Discussion in 'Wall St. News' started by ASusilovic, Jul 2, 2010.

  1. Bankers and analysts expect up to 20 of Europe’s banks to be forced into cash calls as a result of this month’s stress tests, raising up to €30bn ($37.3bn) of fresh equity.

    One senior European banker said that even in the event of mild stress the capital shortfall would approach that level. “We are urging clients to come early to market,” he said. Another investment bank chief said not only the weakest should seek to recapitalise. “The top three or four banks in Europe should be thinking: ‘How do I make myself bullet-proof?’”

    The views reflect a persistent nervousness about the outlook for European banks amid continuing jitters over eurozone sovereign debt.

    The news came as it emerged that Axel Weber, head of Germany’s Bundesbank, told banks at a meeting on Wednesday that they should prepare emergency capital-raising plans in case they fail the stress tests.

    Mr Weber told the chief executives of 16 German banks they might need to recapitalise “either with the help of their owners or with the help of the German bank rescue fund”, according to one bank executive present at the meeting. “In effect, this will lead to forced recapitalisations of such banks,” the banker said.

    The eight Landesbanken, or state-owned regional wholesale banks are seen as particularly vulnerable, with up to four at risk of failing the tests, according to one German banker. A Bundesbank spokesman declined to comment.

    Publication of the Europe-wide tests has been delayed a week to July 23, according to the banker at the Bundesbank meeting.

    In recent days, the scope of the testing has expanded from 26 banks to about 100, and measures have been added on the disclosure of sovereign debt holdings.

    The tier one capital hurdle to pass the test has been lifted from 4 per cent in last year’s test to 6 per cent, to make the exercise as credible as the US test last year which appeared to restore market faith in US banks.

    About two-thirds of the forecast €30bn Europe-wide capital-raising is expected to be focused on the public sector banks, with the remaining €10bn spread across private sector institutions in the more troubled eurozone economies.

    Bankers singled out the likes of Monte dei Paschi and Banca Popolare di Milano in Italy, Spain’s Banco Popular and Greek, Portuguese and Irish banks as the most likely candidates to be pushed into capital raisings.

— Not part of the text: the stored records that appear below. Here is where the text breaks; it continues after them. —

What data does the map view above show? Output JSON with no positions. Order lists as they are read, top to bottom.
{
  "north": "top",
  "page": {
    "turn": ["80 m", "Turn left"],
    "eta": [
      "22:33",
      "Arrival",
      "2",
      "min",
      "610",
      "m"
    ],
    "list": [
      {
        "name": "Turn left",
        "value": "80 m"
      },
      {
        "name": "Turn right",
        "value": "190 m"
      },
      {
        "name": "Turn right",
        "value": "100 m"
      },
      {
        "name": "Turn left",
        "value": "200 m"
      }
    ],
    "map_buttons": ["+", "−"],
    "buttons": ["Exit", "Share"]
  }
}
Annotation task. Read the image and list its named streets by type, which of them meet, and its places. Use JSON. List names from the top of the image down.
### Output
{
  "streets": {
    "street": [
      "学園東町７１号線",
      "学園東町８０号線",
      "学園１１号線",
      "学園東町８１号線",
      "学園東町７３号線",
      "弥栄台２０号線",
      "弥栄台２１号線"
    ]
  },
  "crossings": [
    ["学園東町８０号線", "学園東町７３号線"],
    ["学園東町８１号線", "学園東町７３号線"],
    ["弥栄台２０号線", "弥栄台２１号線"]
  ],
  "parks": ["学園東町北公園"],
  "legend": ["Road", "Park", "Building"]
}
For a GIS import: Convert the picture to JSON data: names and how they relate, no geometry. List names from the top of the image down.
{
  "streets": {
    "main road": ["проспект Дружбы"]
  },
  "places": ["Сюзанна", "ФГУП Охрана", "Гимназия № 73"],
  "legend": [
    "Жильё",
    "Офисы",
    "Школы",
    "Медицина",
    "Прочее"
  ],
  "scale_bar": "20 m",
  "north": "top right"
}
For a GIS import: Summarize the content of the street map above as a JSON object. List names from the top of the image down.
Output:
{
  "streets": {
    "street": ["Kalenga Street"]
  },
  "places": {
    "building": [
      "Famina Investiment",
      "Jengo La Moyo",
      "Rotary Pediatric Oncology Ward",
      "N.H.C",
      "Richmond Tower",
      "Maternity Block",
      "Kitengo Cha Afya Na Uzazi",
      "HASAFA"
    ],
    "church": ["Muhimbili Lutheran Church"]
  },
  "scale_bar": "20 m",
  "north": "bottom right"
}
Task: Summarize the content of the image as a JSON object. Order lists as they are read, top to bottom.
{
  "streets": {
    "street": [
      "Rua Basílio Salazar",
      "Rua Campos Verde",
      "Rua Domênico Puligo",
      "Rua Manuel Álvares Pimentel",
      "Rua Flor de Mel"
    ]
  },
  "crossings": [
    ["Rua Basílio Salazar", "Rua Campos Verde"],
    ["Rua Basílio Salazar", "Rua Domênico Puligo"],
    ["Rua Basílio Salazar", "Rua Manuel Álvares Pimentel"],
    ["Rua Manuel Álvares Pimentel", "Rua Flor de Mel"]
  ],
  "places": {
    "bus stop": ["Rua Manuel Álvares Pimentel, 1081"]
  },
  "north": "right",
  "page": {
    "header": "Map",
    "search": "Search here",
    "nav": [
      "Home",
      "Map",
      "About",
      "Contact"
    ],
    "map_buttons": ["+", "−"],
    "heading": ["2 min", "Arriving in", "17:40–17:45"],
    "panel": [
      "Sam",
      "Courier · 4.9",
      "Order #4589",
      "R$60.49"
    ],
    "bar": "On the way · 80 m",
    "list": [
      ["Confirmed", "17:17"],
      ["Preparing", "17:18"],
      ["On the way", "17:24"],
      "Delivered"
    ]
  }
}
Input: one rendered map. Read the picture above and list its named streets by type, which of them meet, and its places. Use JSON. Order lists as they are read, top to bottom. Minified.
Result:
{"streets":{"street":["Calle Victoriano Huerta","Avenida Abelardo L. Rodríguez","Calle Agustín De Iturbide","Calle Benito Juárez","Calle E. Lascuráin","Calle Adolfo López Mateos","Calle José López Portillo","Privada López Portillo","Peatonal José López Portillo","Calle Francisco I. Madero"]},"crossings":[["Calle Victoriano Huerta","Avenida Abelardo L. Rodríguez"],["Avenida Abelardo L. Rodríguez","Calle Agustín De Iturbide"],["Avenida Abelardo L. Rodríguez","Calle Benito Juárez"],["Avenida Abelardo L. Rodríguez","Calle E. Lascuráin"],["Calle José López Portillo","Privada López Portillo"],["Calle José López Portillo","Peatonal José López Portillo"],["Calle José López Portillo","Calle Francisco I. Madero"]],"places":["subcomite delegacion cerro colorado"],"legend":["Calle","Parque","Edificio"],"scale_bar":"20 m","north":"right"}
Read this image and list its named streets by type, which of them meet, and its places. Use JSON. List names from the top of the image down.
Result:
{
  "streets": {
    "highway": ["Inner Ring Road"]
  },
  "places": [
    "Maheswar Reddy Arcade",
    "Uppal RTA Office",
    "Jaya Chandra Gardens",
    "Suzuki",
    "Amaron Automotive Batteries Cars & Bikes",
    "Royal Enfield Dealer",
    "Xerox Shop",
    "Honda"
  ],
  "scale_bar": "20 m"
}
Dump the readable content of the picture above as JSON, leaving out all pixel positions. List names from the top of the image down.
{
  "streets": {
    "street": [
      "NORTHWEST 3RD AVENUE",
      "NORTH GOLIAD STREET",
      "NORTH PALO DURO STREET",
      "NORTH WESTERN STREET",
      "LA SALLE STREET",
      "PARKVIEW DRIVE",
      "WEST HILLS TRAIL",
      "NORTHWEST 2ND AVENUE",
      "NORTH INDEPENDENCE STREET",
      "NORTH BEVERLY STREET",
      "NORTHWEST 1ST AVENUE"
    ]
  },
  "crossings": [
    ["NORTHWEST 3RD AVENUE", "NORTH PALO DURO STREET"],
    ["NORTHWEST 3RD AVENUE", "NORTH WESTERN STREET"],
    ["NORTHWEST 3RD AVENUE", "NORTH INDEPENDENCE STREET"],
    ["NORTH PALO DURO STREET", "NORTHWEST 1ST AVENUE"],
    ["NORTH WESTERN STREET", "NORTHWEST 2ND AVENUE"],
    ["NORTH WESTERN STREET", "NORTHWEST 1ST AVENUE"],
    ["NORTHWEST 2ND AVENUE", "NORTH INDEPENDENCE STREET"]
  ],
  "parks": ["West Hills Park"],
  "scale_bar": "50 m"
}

    But investors worry most about the state of Spain’s public sector savings banks, or cajas. Although they are unlisted they could put Spanish government debt under more pressure if the state bail-out is more extreme than expected. Spain has embarked on a process of forced mergers to bolster the most troubled cajas, and has so far earmarked €12bn of state funds in fresh capital for the sector. Bank of Spain regulators believe only about €3bn more will be needed to shore up cajas following the stress tests.

    ECB appealed to European banks again and again and again last year to recapitalize, but no bankster idiots obviously do not understand ECB language...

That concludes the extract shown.